WA: Well, I have a great family. As a small boy I was raised by my grandmother in St. Louis in a small town called Kinloch, a lot of relatives. We were not middle class. We were kind of poor economically, but rich spiritually. I don’t regret any of my childhood experience. I wish my own kids could have experienced some of what I experienced as a child because I enjoyed every moment of it. My cousins and I lived in a little red house on the hill down in the basement and we had a very good life. So that’s where I got a lot of values. Church being a part of that all day experience and then coming to Detroit later on when my mother remarried and meeting a guy by the name of Jim Wadsworth. She joined the St. Marks Presbyterian Church and I followed that and connected with him. He was very much involved in the community. As a matter of fact he was president of the NAACP, back in the middle-sixties and was instrumental in helping Coleman Young become the first African-American mayor. So, that was a part of that. I used to come up here on the train. My grandmother would give me a shoe box filled with food — pound cake, pie, chicken — and with a note "Wendell Anthony for Detroit," pocket full of change, so I could get some pop. We called it soda on the way. And then when I stayed up here, my mother would, when I went back to St. Louis in the summer she would do the same. Put a note on my chest, "Wendell Anthony St. Louis," shoe box of food, pocket full of change. My grandmother and cousins would be waiting on me and that’s how I spent my summers and school time period so for me it was a great learning and growing experience.
ZS: Alright. Could you talk about where exactly you grew up at in Detroit and describe what living in that area was like while you were growing up and what the neighborhood was like and everything?
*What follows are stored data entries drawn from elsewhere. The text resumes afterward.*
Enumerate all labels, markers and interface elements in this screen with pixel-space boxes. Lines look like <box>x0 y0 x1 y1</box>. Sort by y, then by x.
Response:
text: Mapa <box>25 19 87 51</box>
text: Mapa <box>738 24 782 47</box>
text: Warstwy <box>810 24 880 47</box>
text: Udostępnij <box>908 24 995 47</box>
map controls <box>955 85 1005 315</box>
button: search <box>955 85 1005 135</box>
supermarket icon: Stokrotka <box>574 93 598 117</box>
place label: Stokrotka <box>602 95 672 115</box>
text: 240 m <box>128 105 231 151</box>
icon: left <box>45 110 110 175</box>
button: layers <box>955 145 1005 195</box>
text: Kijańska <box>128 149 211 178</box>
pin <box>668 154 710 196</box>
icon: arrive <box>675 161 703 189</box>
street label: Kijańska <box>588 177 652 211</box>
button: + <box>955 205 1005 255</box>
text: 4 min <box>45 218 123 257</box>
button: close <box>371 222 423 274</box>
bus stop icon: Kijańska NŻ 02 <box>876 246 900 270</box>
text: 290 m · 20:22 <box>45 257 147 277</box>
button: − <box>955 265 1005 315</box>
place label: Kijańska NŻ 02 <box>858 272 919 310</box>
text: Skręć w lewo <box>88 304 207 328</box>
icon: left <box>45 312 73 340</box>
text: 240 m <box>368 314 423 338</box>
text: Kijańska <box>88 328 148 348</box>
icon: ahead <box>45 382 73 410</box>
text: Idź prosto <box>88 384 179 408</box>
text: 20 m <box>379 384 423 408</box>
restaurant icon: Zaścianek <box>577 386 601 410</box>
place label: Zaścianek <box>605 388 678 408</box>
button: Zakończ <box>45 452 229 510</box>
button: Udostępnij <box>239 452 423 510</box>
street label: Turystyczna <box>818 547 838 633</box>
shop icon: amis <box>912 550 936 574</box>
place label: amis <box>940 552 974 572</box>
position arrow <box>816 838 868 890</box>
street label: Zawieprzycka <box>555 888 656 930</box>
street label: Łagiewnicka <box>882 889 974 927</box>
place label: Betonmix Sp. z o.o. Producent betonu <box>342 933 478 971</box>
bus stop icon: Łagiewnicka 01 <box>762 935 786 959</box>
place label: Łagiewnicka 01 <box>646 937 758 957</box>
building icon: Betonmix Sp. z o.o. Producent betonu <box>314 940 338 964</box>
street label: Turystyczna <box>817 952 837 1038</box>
WA: Two areas basically. When I first came in we lived in an apartment over on LaSalle and Elmhurst near Central High School, near Tuxedo. Apartment life was good although there wasn’t a whole lot of play space, but I had a few of friends over there and then we moved to Linwood and LaSalle to West Buena Vista near Davison. I remember going to the old Avalon Theater, which used to be at Linwood and Davison. I used to go there every Saturday basically at that time. I used to go in the show for fifty cents and I would take bags full of goodies and you have two movies, cartoons and previews and we would stay in movies all day basically. So, Linwood I went to McCulloch elementary over there and nice neighborhood a lot of trees played running, football, baseball in the streets and on playground. There was a time period in which folks could sit on their front porch and you could do what you want to do until the street lights came on. Street lights come on everybody had to be at the house. So Linwood, LaSalle, pretty much in the Dexter area.
ZS: Dexter area, alright. Could you talk about where you went to college and what you studied in school and why you decided to study that?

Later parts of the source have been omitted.